Tax Man! He’s coming soon! That stressful time when all of your achievements of the previous year can be used against you. After all, the more you made, the more you owe! No wonder there’s so much advice out there about finding legal ways to whittle down your adjusted gross income. Hmmmmm……But if you’re looking to buy a home, you’ll want to think in a different way. Remember, the higher your reported income, the bigger the loan you can qualify for. So if you’re planning to buy a house in the next year or two, you may want to be less aggressive about claiming write-offs. I actually had this very conversation with a mortgage lender recently. Being in the real estate world you have files upon files of work related write offs. But…..if you want to purchase this year, you may want to be less assertive with those tax write offs. Brian Decker with Guaranteed Rate says, ” Leave that up to you and your financial adviser to decide. But if you want to look worthy in the eyes of a mortgage lender, you’ll need to do some legwork on your taxes, starting now. Here’s what you need to know, no matter what your situation”.

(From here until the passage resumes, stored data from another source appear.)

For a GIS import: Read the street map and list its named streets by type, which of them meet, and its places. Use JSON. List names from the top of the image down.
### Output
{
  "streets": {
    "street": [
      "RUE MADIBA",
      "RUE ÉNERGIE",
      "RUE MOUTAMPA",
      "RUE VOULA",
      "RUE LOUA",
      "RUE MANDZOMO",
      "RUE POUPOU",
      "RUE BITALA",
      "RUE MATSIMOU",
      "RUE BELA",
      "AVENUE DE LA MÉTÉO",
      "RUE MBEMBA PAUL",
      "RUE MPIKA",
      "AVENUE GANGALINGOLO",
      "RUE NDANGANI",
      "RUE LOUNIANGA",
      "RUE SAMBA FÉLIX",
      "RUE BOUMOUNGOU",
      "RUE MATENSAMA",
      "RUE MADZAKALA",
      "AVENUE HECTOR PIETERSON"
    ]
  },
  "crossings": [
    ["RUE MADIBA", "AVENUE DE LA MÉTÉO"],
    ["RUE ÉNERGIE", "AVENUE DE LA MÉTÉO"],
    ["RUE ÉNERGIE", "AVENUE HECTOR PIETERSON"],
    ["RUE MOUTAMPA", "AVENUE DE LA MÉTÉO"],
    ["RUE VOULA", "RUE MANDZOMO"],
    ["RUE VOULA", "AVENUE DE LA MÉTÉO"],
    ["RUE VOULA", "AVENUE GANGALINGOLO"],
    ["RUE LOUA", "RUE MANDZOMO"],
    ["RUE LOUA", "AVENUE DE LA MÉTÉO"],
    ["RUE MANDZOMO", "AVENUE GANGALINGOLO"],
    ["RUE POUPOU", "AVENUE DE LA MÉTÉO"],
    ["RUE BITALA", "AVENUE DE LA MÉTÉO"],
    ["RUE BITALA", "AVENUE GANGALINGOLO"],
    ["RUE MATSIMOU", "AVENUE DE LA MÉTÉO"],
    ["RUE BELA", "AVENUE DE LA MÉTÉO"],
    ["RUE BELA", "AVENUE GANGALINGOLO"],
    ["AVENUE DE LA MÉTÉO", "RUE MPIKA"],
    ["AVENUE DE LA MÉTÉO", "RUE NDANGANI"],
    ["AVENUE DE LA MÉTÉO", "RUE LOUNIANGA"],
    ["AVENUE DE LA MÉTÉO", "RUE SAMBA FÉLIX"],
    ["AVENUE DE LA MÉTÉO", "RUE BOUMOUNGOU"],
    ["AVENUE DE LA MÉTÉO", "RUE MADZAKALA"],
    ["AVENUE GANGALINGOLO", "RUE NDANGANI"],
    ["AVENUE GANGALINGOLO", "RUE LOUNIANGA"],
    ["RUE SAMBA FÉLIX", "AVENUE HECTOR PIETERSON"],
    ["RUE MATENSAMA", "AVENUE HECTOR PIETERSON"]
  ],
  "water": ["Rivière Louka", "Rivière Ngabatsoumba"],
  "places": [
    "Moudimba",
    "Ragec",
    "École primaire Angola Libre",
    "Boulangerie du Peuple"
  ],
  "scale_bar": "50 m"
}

Self Employed filers…..Pay attention to large deductions, such as those for a home office or a business vehicle that can significantly reduce your reported income. For big, one-time deductions, be sure to save your documentation (you’ll need it for the IRS anyway), and explain to your lender the circumstance that reduced your income in that year. You can also alleviate their concerns by having a larger cash cushion or by putting down a bigger down payment.
“It doesn’t matter how much experience you have in a field, once you strike it out on your own, we need to see two years of self-employed income,” says Mike Lyon, vice president of operations at Quicken Loans.
Employed on staff filers…….Workers with W-2s typically have an easier time getting approved for loans than those who are self-employed, but keep this in mind: Any write-offs on your Form 2106 for unreimbursed business expenses will be deducted from your salary. We have many people moving here for new jobs. If you have a new job that doesn’t appear on your tax returns, ask your employer to provide a verification of employment letter, which can reassure the lender that you’re good for the income stated on your application.
If you are claiming rental income…….any write-offs you take on a rental property will be deducted from your rental income. Lenders will look at your Schedule E to verify the amount of rent you collect (showing them a lease won’t cut it), and determine how much you spend on the property. Deductions for depreciation don’t count against you.
Forgoing some of those tax deductions might make you cringe a little. But just think of the tax breaks you can benefit from once you own your own home!